Si dans l’ensemble le film est assez familial, il joue malgré tout avec quelques idées compliquées pour les plus jeunes, comme le viol, le sadisme d’un des méchants qui lorgne sur la body horror, au moins dans ce qui est annoncé, ou l’inceste, et la plupart des personnages sont construits selon des itinéraires tragiques. Mais, s’il s’amuse avec les héritages de Georges Lucas. Le film va plus loin dans tous les aspects, avec un parcours vers le côté obscur et sa résolution en un seul film. On notera aussi une étonnante longue scène d’intimité entre les amoureux, construite littéralement comme un clip musical, et durant le temps d’une chanson entière… La musique est en effet un élément marquant de ce film : la bande originale a été confiée au groupe de rock Nobody, ce qui confère au film un univers sonore moderne, décalé par rapport au récit de chevalerie, mais le film utilise aussi deux chansons en anglais par John O’Banion (le fameux clip et le thème du film). C’est un film de son temps, dans un mélange de soin méticuleux et artisanal de chaque aspect de la production et d’ambition folle. Au Japon, son statut de film culte lui a valu d’être l’une des cassettes vidéo les plus achetées du pays et même le développement d’un très ambitieux RPG sur NES six ans plus tard (officiellement il s’agit d’une adaptation du roman, mais les illustrations ne laissent aucun doute sur l’inspiration réelle, c’est l’un des premiers jeux dont la première partie change selon le héros que l’on a choisi pour commencer le récit). C’est un film très surprenant qui vaut toujours la peine d’être découvert de nos jours.

Édition Vidéo:

La qualité d’image du blu-ray est impressionnante : l’image présente une qualité très argentique et des couleurs frappantes. Malgré le grain et les effets de fumée, le film est toujours très lisible, même si la stabilité de la résolution trahit fatalement certains effets spéciaux (des câbles peuvent être parfois distingués et une scène composite à la fin du film  a pris un coup de vieux, pour des raisons évoquées dans les bonus). Dans l’ensemble, cette version HD est très satisfaisante.

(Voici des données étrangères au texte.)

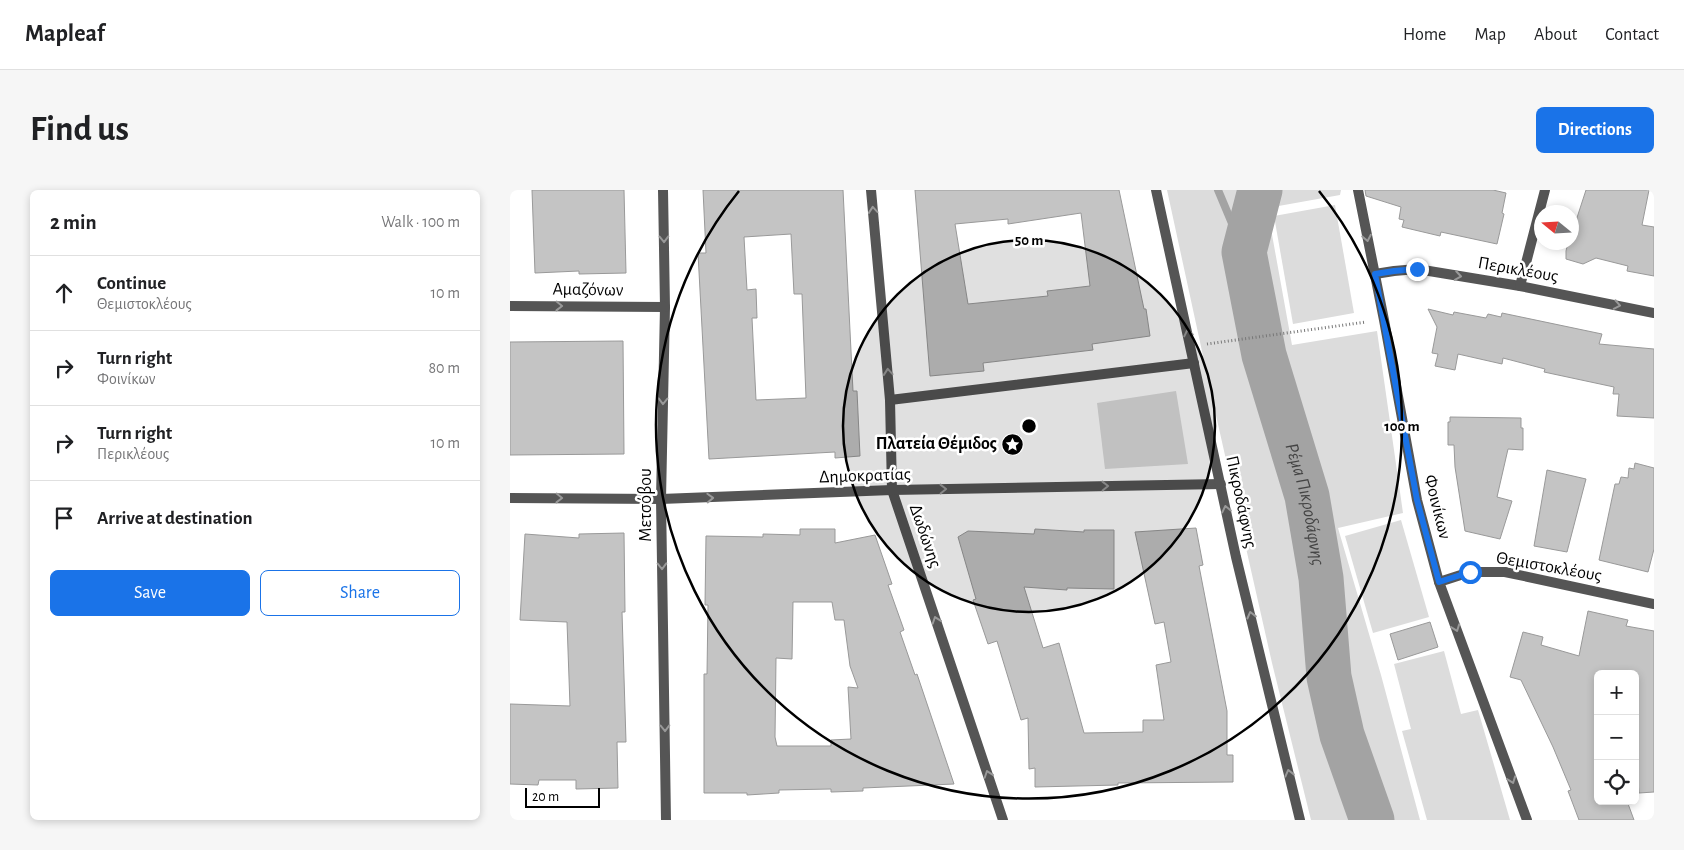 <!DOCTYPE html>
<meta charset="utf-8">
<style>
body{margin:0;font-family:"Alegreya Sans",sans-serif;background:#f6f6f6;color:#202124}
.controls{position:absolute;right:15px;bottom:15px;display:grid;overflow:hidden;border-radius:8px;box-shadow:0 2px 8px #0003}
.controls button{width:45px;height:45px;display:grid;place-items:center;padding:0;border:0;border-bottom:1px solid #e0e0e0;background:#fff;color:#202124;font:25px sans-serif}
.compass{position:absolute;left:1024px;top:15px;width:45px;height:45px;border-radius:50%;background:#fff;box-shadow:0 2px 8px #0003;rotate:288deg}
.scale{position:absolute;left:15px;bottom:12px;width:75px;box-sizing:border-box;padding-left:5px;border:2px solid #000;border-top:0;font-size:14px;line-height:18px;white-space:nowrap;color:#000;-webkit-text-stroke:4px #fff;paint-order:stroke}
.stop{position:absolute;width:15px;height:15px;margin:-11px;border:4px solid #1a73e8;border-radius:50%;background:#fff}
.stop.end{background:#1a73e8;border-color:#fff;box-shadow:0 1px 5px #0008}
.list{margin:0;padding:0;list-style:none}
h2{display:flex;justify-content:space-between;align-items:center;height:65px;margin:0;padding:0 20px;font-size:21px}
h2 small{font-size:16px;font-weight:400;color:#757577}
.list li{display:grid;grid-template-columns:32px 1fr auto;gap:15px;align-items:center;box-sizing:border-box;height:75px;padding:0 20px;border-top:1px solid #e0e0e0}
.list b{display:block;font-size:19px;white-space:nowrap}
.list p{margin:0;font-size:16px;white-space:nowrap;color:#757577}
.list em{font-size:16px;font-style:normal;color:#757577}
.actions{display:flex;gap:10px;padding:15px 20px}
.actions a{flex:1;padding:11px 0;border:1px solid #1a73e8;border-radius:8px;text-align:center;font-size:18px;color:#1a73e8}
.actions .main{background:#1a73e8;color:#fff}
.icon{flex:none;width:28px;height:28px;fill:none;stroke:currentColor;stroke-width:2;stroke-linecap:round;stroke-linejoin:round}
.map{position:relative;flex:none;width:1144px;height:630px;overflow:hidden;border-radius:8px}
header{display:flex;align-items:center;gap:30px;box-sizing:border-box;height:70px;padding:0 25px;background:#fff;border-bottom:1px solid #e0e0e0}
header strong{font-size:24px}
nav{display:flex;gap:28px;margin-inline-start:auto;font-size:18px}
.intro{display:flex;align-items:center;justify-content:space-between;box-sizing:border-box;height:120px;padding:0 30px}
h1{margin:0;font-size:35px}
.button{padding:12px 22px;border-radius:8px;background:#1a73e8;color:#fff;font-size:18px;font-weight:700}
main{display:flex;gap:30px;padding:0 30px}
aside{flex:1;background:#fff;border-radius:8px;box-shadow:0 2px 8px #0003}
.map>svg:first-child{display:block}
.green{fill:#dcdcdc}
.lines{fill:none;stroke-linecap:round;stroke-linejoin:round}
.stream{stroke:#a3a3a3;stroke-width:8}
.river{stroke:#a3a3a3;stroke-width:45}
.building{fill:#c4c4c4;stroke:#999;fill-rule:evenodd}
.path{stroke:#777;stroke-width:3;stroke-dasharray:1 2.5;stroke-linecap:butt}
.minor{stroke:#555;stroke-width:10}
.tertiary{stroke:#555;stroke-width:10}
.oneway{stroke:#999}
.route{stroke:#1a73e8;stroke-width:6}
.ring{fill:none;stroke:#000;stroke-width:2.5}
.labels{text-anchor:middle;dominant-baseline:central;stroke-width:5;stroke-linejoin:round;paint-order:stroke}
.street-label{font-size:18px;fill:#000;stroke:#fff}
.poi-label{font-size:18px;font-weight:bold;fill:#000;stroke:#fff;text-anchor:end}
.water-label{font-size:19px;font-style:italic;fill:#444;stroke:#fff}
.centre{fill:#000;stroke:#fff;stroke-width:2.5}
.ring-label{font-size:15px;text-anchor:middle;font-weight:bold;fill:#000;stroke:#fff;stroke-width:5;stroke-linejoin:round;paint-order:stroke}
</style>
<header>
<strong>Mapleaf</strong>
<nav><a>Home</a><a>Map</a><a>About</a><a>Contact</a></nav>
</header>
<div class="intro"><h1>Find us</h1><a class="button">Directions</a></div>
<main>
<aside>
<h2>2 min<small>Walk · 100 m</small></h2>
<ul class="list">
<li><svg class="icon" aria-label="ahead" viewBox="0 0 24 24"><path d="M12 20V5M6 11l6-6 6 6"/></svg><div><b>Continue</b><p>Θεμιστοκλέους</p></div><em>10 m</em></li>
<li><svg class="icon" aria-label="right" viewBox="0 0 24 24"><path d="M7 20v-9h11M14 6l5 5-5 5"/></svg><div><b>Turn right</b><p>Φοινίκων</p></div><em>80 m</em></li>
<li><svg class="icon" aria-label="right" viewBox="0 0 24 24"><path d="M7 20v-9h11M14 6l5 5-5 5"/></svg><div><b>Turn right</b><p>Περικλέους</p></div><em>10 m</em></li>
<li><svg class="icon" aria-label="arrive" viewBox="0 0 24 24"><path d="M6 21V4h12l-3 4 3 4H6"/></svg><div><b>Arrive at destination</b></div></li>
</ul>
<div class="actions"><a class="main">Save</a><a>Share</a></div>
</aside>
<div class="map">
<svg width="1144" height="630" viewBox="0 0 1144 630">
<rect width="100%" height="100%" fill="#fff"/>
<!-- green -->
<g class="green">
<path d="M657 0H831L830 5 763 17 759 28 782 155 867 141 893 323 828 338 871 485 910 630H801L762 473 705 221Z"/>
<path d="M825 15 844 123 783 134 764 26Z"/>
<path d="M666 201 678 274 595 279 587 213Z"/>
<path d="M891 330 919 427 863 443 835 346Z"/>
<path d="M934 461 951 524 968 520 1000 630H917L892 541 901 539 884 474Z"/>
</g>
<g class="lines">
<!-- stream -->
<path class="stream" d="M708 0 734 62"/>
<!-- river -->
<path class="river" id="s1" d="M750 0 734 62 754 165 797 306 811 388 819 487 832 545 862 630"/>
</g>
<!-- building -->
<g class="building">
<path d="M22 0H114L116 83 69 84V81L25 83Z"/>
<path d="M193 0H333L343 201H347L350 266 325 268V262L199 269 188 63H196ZM281 44 284 104H292L296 208 246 210 242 128H247L246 99 237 100 234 47Z"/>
<path d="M405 0H609L634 119H636L640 146 582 154 583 160 473 173 474 181 420 186ZM571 23 580 96 537 101 538 106 458 114 445 34 498 29V34Z"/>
<path d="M855 0H983L996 3 992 23 994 24 987 54 931 42 930 46 892 37 894 30 889 29 891 17 856 6Z"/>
<path d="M1076 0H1139L1132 35 1144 37V86L1117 81 1118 76 1086 68 1073 74 1056 69V61L1058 52H1062V43Z"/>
<path d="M918 119 943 125 944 122 976 128 978 124 991 127 992 123 1092 144 1089 154 1144 159V228L1107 226 1109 204H1103L1104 197 1034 182 1035 179 993 168 992 174 948 164 945 180 925 176 928 164 922 163 927 137Z"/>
<path d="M113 151 114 264 0 265V152Z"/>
<path d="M940 227 1011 228V238H1013V260L998 259 987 307 1002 311 990 349 955 341 945 277 944 255H938V232H940Z"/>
<path d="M1125 273 1144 278V359L1138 382 1089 370 1105 294H1109L1111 287 1118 288 1119 278 1124 279Z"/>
<path d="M1037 280 1076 289 1057 362 1024 356Z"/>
<path d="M686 338 693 375 689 376 717 521V565H723V592L608 593V595L525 597V578L519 579 518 528 511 530 487 451 478 454 463 410 466 409 448 347 458 341 524 344 525 339 574 342V340H604V399L557 398V400L514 397 533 458 549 453 574 543 633 542V530H654L646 475 661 472 654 432 645 434 625 342Z"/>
<path d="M290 339H325V353L365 345 382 394 378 395 394 440 390 442 405 485 407 484 444 594 353 598V601L321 602V599L269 600V603L237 605V603H194V484H197L198 415H195L196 346 253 347V344L290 345ZM283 412H322L325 430H334L340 476 348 498 338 497 341 549 321 550V556H267L265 547 266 468 282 469Z"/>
<path d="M114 343 115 422H112L116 552H107L108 598 66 599V590H29L28 595 0 594V514L60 516 57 432 10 430 15 344 69 348V344Z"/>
<path d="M1078 421 1118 430 1116 436 1144 441V602L1129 603 1125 555V484H1088V611H1117L1124 630H1069L1058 601 1061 600 1043 557 1011 490 1000 487 1013 442 1033 447 1031 455 1069 466Z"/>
<path d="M920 432 928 457 888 470 880 444Z"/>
</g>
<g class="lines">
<!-- path -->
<path class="path" d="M697 154 856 132"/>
<!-- minor -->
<g class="minor">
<path d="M153 0 155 117 151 309 156 630"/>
<path d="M361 0 380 210 382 300 493 630"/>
<path d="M848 0 874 130 907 310 929 392 1017 630"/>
<path d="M865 84 884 81 907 79 1010 96 1144 123"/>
<path d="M1010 96 1035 0"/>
<path d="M0 116 155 117"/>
<path d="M380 210 684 173"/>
<path d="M0 308 151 309 382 300 711 294"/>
<path d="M929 392 960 382H995L1144 414"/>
</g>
<!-- tertiary -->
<path class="tertiary" d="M646 0 726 367 790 630"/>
</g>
<!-- one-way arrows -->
<defs><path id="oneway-chevron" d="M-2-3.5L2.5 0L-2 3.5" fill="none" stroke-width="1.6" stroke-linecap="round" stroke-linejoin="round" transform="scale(1.25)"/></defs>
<g class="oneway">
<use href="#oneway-chevron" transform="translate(363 20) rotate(-95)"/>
<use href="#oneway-chevron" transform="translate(857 48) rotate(79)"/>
<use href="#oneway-chevron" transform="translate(154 49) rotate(89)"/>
<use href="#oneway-chevron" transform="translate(948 86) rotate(9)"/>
<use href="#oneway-chevron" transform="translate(1107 115) rotate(11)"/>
<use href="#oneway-chevron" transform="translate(49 116) rotate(1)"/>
<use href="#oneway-chevron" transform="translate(678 143) rotate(-102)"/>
<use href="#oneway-chevron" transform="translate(378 182) rotate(-95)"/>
<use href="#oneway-chevron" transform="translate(153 211) rotate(91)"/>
<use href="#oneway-chevron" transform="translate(595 296) rotate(-1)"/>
<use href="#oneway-chevron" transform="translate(433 299) rotate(-1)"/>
<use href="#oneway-chevron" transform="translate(49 308) rotate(1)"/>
<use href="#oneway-chevron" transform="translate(200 308) rotate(-2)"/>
<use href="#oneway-chevron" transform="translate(716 319) rotate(-102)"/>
<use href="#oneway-chevron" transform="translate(152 376) rotate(89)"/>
<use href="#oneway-chevron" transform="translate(741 425) rotate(-104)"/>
<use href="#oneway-chevron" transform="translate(426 430) rotate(-109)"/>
<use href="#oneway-chevron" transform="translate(946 438) rotate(70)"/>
<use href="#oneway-chevron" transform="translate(155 538) rotate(89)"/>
<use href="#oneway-chevron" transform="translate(779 583) rotate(-104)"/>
<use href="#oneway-chevron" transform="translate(478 584) rotate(-109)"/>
<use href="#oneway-chevron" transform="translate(1002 590) rotate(70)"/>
</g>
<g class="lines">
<!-- route -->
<path class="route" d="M907 79 884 81 865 84 907 310 929 392 960 382"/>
</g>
<!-- distance rings -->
<circle cx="519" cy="236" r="186" fill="#000" fill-opacity=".12"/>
<g class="ring">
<circle cx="519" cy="236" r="186"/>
<path d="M809 1A373 373 0 1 1 229 1"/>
</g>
<!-- icons -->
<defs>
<symbol id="sight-disc" viewBox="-11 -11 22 22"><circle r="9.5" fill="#000" stroke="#fff"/><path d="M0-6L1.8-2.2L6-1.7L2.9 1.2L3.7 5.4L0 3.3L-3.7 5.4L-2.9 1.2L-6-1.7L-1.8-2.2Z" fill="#fff"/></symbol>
</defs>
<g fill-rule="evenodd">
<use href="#sight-disc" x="490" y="242" width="25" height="25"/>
</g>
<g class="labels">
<!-- street labels -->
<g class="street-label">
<text transform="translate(1008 80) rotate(10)">Περικλέους</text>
<text transform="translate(78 100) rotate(1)">Αμαζόνων</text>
<text transform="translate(355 286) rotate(-2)">Δημοκρατίας</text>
<text transform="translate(731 312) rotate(78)">Πικροδάφνης</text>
<text transform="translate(136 315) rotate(-90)">Μετσόβου</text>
<text transform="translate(927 317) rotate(76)">Φοινίκων</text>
<text transform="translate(415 346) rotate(71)">Δωδώνης</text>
<text transform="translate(1039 377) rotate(10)">Θεμιστοκλέους</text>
</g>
<!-- poi labels -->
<g class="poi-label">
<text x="487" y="254">Πλατεία Θέμιδος</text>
</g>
<!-- water labels -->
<g class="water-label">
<text stroke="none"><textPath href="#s1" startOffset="324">Ρέμα Πικροδάφνης</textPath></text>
</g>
</g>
<circle cx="519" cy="236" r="8" class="centre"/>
<g class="ring-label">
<text x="519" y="55">50 m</text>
<text x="892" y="241">100 m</text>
</g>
</svg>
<div class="controls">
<button>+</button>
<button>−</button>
<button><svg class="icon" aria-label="locate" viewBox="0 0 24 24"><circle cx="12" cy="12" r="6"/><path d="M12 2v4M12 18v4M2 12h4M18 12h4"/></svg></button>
</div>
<svg class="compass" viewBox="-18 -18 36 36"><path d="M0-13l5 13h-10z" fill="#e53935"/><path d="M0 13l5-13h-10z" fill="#757577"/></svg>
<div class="scale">20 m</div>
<div class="stop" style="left:960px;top:382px"></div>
<div class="stop end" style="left:907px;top:79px"></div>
</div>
</main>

Le disque propose trois pistes son très satisfaisantes : la version japonaise en 5.1 ou en stéréo et la version française en 2.0, toutes trois en DTS Master Audio (la VF est d’époque et très cartoonesque, dans l’esprit des doublages de films d’aventure familiaux de la période).

Le principal bonus sur le disque lui-même, outre les bandes-annonces, est un entretien de presque 40 min avec Fabien Mauro qui détaille l’histoire du studio Kadokawa et ses liens avec le réalisateur et les acteurs, revenant rapidement sur leurs carrière et sur la façon dont ils ont marqué leur époque, au Japon comme en France, ainsi que sur les techniques utilisées pour ce film et son histoire commerciale. Son enthousiasme est communicatif et il a beaucoup à dire, sur les personnages comme sur l’équipe technique.

Le disque est aussi accompagné d’un très informatif livret signé Paul Gaussem qui revient en détail sur la genèse du film et son écriture, décrivant les différentes étapes de l’écriture et du tournage, assez complémentaire avec le bonus vidéo.

Florent Dichy.

Le Légende des 8 samouraïs de Fukasaku Kinji. Japon. 1983. Disponible en Blu-ray et combo Blu-ray/UHD chez Le Chat qui fume.